> **PROBLEM**
Within the records below, reproduce without change the lines from the line that has "position:absolute; right:18px; top:18px;" through the line that has "content:''; position:absolute; top:32px;", and only those.
------ SUPPLIED RECORDS
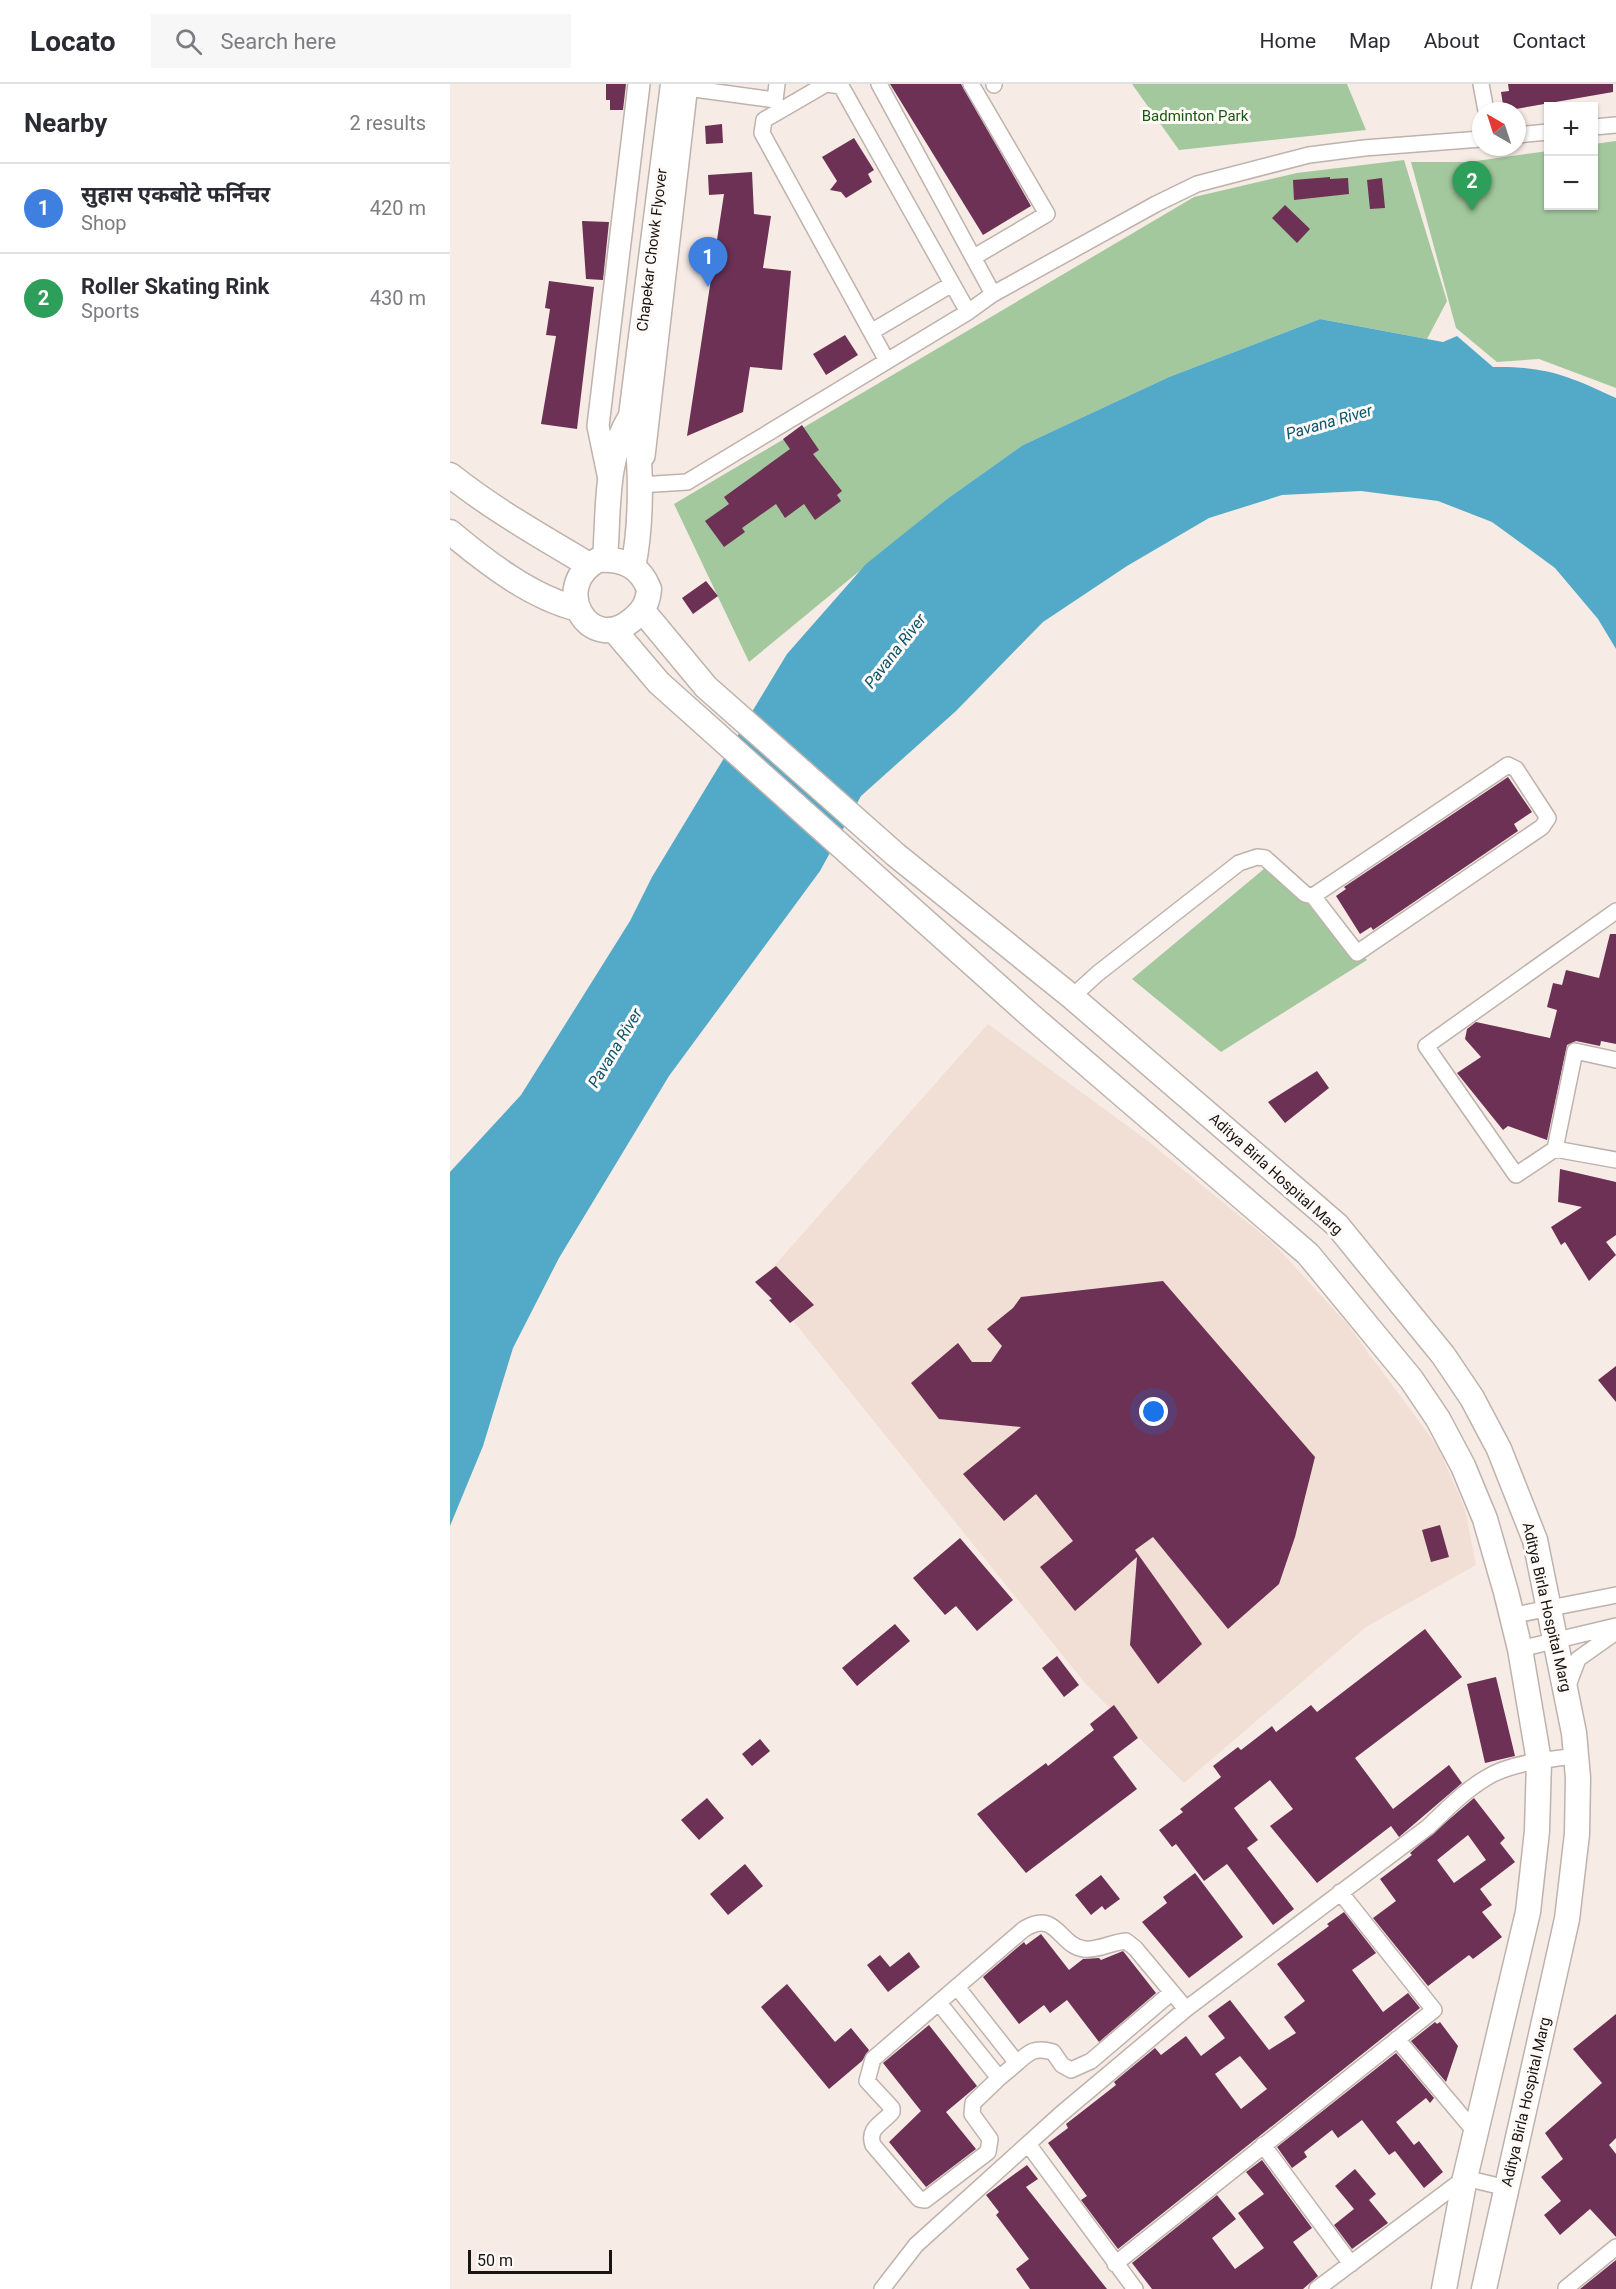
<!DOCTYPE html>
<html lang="en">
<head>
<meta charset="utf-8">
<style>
	:root { --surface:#fff; --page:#f7f7f7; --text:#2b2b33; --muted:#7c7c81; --line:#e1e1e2; --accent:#d24f00 }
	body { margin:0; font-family:Roboto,"Noto Sans Devanagari",sans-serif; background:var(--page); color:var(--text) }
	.controls { position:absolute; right:18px; top:18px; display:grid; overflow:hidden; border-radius:0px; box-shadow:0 2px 4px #0004 }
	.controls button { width:54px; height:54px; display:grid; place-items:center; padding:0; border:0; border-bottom:2px solid var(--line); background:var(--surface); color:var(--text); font:30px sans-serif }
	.compass { position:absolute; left:1022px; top:18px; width:54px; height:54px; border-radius:50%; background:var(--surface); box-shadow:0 2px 4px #0004; rotate:321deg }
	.scale { position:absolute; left:18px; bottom:15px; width:144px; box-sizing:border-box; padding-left:6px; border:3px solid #181512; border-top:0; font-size:16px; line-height:21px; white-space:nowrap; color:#181512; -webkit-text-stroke:4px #fffaf7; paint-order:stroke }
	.you { position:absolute; left:704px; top:1328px; width:21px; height:21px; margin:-15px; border:4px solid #fff; border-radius:50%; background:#1a73e8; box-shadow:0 0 0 9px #1a73e833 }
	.badge { display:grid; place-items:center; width:39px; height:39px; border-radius:50%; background:var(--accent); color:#fff; font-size:20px; font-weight:700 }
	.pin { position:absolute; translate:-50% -50px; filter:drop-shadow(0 2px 3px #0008) }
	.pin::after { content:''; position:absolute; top:32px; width:21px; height:18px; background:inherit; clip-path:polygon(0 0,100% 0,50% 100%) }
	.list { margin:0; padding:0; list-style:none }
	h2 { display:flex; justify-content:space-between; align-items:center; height:78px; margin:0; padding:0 24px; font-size:26px }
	h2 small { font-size:20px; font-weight:400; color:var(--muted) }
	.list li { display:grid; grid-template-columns:39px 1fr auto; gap:18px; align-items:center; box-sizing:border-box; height:90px; padding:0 24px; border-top:2px solid var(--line) }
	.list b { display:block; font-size:22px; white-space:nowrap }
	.list p { margin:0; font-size:20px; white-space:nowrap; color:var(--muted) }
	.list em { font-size:20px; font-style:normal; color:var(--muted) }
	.icon { flex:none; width:33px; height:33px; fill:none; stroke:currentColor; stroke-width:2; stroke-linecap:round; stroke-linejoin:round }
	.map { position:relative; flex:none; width:1166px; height:2205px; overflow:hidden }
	header { display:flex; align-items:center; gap:36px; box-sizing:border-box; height:84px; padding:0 30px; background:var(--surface); border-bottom:2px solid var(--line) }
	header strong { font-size:28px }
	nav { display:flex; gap:33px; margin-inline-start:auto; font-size:21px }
	.search { width:420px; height:54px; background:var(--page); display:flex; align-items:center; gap:15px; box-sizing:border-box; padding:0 21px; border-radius:0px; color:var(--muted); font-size:22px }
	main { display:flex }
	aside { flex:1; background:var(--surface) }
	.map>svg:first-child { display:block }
	.built { fill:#f1ded4 }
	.green { fill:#a3c89e }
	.water { fill:#53aac8 }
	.building { fill:#6c3154; fill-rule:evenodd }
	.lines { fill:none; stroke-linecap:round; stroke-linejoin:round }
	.minor-casing { stroke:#beb2ac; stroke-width:18 }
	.secondary-casing { stroke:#beb2ac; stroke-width:24 }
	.primary-casing { stroke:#beb2ac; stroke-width:27 }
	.minor { stroke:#fff; stroke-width:15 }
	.secondary { stroke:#fff; stroke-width:21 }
	.primary { stroke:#fff; stroke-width:24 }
	.labels { text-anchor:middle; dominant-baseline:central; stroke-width:6; stroke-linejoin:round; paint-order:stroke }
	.park-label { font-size:15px; fill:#17590d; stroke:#fffaf7 }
	.street-label { font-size:15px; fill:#181512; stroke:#fffaf7 }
	.water-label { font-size:16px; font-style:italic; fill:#0c556b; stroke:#fffaf7 }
</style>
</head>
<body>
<header>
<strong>Locato</strong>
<div class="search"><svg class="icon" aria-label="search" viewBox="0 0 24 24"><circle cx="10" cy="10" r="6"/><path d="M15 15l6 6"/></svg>Search here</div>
<nav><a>Home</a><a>Map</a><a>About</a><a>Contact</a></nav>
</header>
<main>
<aside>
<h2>Nearby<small>2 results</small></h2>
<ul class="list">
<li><span class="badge" style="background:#3f7fe0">1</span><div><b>सुहास एकबोटे फर्निचर</b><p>Shop</p></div><em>420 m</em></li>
<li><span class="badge" style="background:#2e9e5b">2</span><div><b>Roller Skating Rink</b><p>Sports</p></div><em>430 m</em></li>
</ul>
</aside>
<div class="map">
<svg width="1166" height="2205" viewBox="0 0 1166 2205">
	<rect width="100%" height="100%" fill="#f7ebe5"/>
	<path class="built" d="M538,940L698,1057L825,1161L897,1240L988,1363L1015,1425L1026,1481L916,1543L734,1699L635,1599L311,1197Z"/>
	<path class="green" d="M682,0H897L916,46L729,66Z
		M1166,57V304L1089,275L1047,278L1006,244L961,78H1019L1098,67V122H1144V60Z
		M954,76L997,217L977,255L870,235L719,293L573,361L497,415L299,578L224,420L744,113L847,89Z
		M826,775L917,876L771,968L682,895Z"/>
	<path class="water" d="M870,235L993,258L1007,252L1043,283C1096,282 1119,292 1166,314V565L1148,535L1105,484L1042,438L988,417L911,407L832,411L759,434L677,482L593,538L506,627L411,712L370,787L219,992L109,1174L63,1264L33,1362L0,1442V1088L71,1011L180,837L202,793L337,570L416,480L497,415L573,361L719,293Z"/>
	<path class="building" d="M156,0H176L173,26H160V16H156Z
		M440,0H511L581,122L533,151Z
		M1058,0H1163V8L1054,27L1051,8L1059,7Z
		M272,40L273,59L256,60L255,42Z
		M404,54L424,86L418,90L422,98L396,114L391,108L380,106L387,97L372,73Z
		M302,88L304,130L321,132L313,184L341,187L332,286L300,283L293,328L237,352L274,110L259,111L258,91Z
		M880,93V95L898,94L899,110L844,116L843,96Z
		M932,94L935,124L920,125L917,96Z
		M835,121L860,145L847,159L822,134Z
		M132,137L159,138L153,196L136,195Z
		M99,197L144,203L127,345L91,340L106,252L96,251L100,225L95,224Z
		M395,251L408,271L376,291L363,270Z
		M352,341L369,366L363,370L392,407L387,411L391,417L365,436L354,420L335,434L326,420L292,444L295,448L274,463L255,437L279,420L274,413L340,365L333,355Z
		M256,497L268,512L243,530L232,514Z
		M1058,693L1082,728L1064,740L1068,747L923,846L921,843L910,850L886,812L896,805L894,803Z
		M1160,850H1166V960L1151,957L1150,962L1126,957L1117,961L1097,1056L1058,1042L1053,1046L1007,989L1031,973L1015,955L1017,945L1026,938L1100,954L1107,926L1097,923L1103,899L1112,901L1116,886L1149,894Z
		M867,987L879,1004L835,1039L818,1018Z
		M1110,1085L1166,1098V1151L1156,1158L1166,1171L1139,1197L1115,1158L1111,1161L1101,1143L1132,1123L1108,1118Z
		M326,1182L364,1221L340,1239L319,1216L322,1215L305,1198Z
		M713,1197L865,1373L845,1453L829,1500L778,1545L703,1453L685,1466L752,1560L708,1600L680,1561L687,1473L625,1527L590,1483L623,1457L586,1410L554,1437L513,1390L571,1343L489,1335L461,1299L508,1259L522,1278H541L552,1262L537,1245L563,1224L571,1213Z
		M1166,1282V1318L1148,1296Z
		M990,1441L999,1473L981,1478L972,1446Z
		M510,1454L563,1516L527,1547L506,1522L495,1531L463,1494Z
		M445,1540L460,1557L407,1602L392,1584Z
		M975,1545L1012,1593L905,1674L943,1725L999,1681L1012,1699L949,1753L941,1742L867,1799L820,1742L843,1725L820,1696L784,1724L808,1756L797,1764L844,1825L823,1841L777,1780L754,1797L726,1760L722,1763L709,1746L733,1728L730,1725L771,1693L763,1682L788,1663L791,1666L822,1642L826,1648L861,1621L867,1628Z
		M607,1572L629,1601L614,1613L592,1584Z
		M1046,1593L1065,1672L1035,1679L1017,1600Z
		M664,1621L688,1654L663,1673L687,1705L576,1789L527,1730L596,1679L598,1682L644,1646L640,1640Z
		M310,1655L320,1667L302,1682L292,1670Z
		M257,1714L274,1734L249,1756L231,1736Z
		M1024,1714L1055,1754L1050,1759L1065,1778L1030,1805L1042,1821L1032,1828L1052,1853L1023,1875L1019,1871L978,1902L923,1834L946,1817L930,1795L962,1771L960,1769ZM1018,1751L1036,1776L1004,1799L987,1776Z
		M295,1780L313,1802L278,1831L260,1810Z
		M745,1789L793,1853L739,1894L692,1838L717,1819L713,1813Z
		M651,1791L670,1815L655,1826L652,1822L641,1831L625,1811Z
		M894,1828L926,1869L902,1886L933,1928L958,1909L970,1924L668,2165L631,2116L637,2112L598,2059L618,2044L616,2040L666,2001L664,1998L705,1964L711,1971L736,1952L751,1972L775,1954L758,1932L780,1916L819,1966L846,1949L834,1933L855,1917L827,1880L879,1842L877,1840ZM790,1972L817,2005L791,2025L765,1990Z
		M591,1850L619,1886L633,1875L649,1874L651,1876L673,1867L706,1909L649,1958L617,1916L600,1929L594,1921L569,1940L533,1893L574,1858L576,1861Z
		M459,1868L470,1883L438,1908L417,1881L430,1871L440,1883Z
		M337,1900L385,1958L401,1944L419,1966L412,1977L379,2005L311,1923Z
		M1166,1930V2054L1159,2061L1166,2070V2153L1140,2125L1110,2151L1094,2131L1111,2117L1091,2093L1113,2075L1095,2049L1152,1999L1123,1965Z
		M985,1938L987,1940L990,1938L1008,1962L996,1998L961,1957Z
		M479,1941L527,2002L496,2028L526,2065L476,2103L439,2058L471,2027L433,1979Z
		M946,1969L984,2014L980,2019L976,2014L946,2038L964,2061L969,2057L993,2088L974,2104L945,2067L939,2071L912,2036L888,2054L882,2046L854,2068L857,2073L842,2084L827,2063Z
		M812,2076L862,2144L843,2158L868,2192L853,2205H702L682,2179L767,2111L786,2135L762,2154L785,2185L814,2164L788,2129L814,2110L796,2088Z
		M577,2081L588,2095L576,2103L657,2205H580L566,2185L579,2175L546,2131L549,2128L536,2111Z
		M905,2085L926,2110L919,2116L938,2139L902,2165L884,2141L904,2125L885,2102Z
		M1166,2176V2205H1130Z"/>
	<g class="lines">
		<g class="minor-casing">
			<path id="minor" d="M429,0L543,210
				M521,0L597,130L524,173
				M544,0V1
				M1031,0L1036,27
				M237,4L325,16L327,0
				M1144,43L1166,41
				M1067,51L1098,48
				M421,248L502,200
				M437,277L312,49L314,36L376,0L391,2L518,228
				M189,401L237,398L518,228L543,210L706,120L747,100L859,71L914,64L1031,55
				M1166,827L976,962L1066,1091L1105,1065L1166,1076
				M622,913L647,890L789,779L807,773L815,774L855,810L863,812L1058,681L1066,685L1098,734L1092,743L907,869L863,812
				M1105,1065L1125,967L1166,976
				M1060,1532L1166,1511
				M1070,1565L1166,1542
				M1117,1604L1128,1575L1166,1548
				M507,1903L567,1979L549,1994
				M489,1919L549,1994L523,2019L522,2030L540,2055L538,2068L475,2116L469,2115L423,2061C417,2044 432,2040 442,2028V2024L417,1997L423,1975L574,1845C607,1825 608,1861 634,1865C647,1867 662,1858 676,1857L685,1864L736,1925
				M947,1955L1026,2049
				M567,1979C580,1967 585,1963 603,1968L612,1981L621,1986L641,1977L722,1908
				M578,2060L685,2205
				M813,2061L901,2180
				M665,2180L984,1926L890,1808
				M1116,2204L1166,2163
				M432,2205L466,2161L611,2030L736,1925L978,1743C996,1726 1014,1707 1036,1694C1059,1679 1100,1675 1127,1672
				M867,2205L1015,2094L1057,2104"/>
		</g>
		<g class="secondary-casing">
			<path id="secondary" d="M194,372L237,0
				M159,395L148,342L189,0"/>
		</g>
		<g class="primary-casing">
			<path id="primary" d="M181,332C194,368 191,446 183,483
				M0,391C44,426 91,452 139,481
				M0,448C37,479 81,513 128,525
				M155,475C159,427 154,375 181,332L223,0
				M148,476C172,474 190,482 199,505C198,519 193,527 182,536C139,572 99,502 148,476Z
				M192,526L256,603L446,771L622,913L887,1141L993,1271L1022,1314L1049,1365L1085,1456L1124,1649L1128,1694L1127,1750L1117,1835L1034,2205
				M164,546L209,599L237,624L581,932L858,1170L961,1295L988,1335L1013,1382L1035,1435L1056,1508L1070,1565L1089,1677L1087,1747L1078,1828L1015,2094L994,2205"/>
		</g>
		<use href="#minor" class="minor"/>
		<use href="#secondary" class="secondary"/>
		<use href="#primary" class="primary"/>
	</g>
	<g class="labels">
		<g class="park-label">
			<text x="745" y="32">Badminton Park</text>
		</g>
		<g class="street-label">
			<text transform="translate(202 166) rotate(-83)">Chapekar Chowk Flyover</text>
			<text transform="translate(826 1090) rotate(42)">Aditya Birla Hospital Marg</text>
			<text transform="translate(1097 1523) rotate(77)">Aditya Birla Hospital Marg</text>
			<text transform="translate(1076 2018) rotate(-77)">Aditya Birla Hospital Marg</text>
		</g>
		<g class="water-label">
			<text transform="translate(879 338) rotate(-16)">Pavana River</text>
			<text transform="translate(445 567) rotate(-52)">Pavana River</text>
			<text transform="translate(165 964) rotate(-59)">Pavana River</text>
		</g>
	</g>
</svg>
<div class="controls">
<button>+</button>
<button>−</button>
</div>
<svg class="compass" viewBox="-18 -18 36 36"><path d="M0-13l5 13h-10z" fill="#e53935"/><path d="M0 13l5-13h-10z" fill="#7c7c81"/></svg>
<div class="scale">50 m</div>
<div class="you"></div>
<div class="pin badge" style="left:258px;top:203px;background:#3f7fe0">1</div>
<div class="pin badge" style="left:1022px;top:127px;background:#2e9e5b">2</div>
</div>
</main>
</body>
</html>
------------
> **OUTPUT FOR THIS EXERCISE**
	.controls { position:absolute; right:18px; top:18px; display:grid; overflow:hidden; border-radius:0px; box-shadow:0 2px 4px #0004 }
	.controls button { width:54px; height:54px; display:grid; place-items:center; padding:0; border:0; border-bottom:2px solid var(--line); background:var(--surface); color:var(--text); font:30px sans-serif }
	.compass { position:absolute; left:1022px; top:18px; width:54px; height:54px; border-radius:50%; background:var(--surface); box-shadow:0 2px 4px #0004; rotate:321deg }
	.scale { position:absolute; left:18px; bottom:15px; width:144px; box-sizing:border-box; padding-left:6px; border:3px solid #181512; border-top:0; font-size:16px; line-height:21px; white-space:nowrap; color:#181512; -webkit-text-stroke:4px #fffaf7; paint-order:stroke }
	.you { position:absolute; left:704px; top:1328px; width:21px; height:21px; margin:-15px; border:4px solid #fff; border-radius:50%; background:#1a73e8; box-shadow:0 0 0 9px #1a73e833 }
	.badge { display:grid; place-items:center; width:39px; height:39px; border-radius:50%; background:var(--accent); color:#fff; font-size:20px; font-weight:700 }
	.pin { position:absolute; translate:-50% -50px; filter:drop-shadow(0 2px 3px #0008) }
	.pin::after { content:''; position:absolute; top:32px; width:21px; height:18px; background:inherit; clip-path:polygon(0 0,100% 0,50% 100%) }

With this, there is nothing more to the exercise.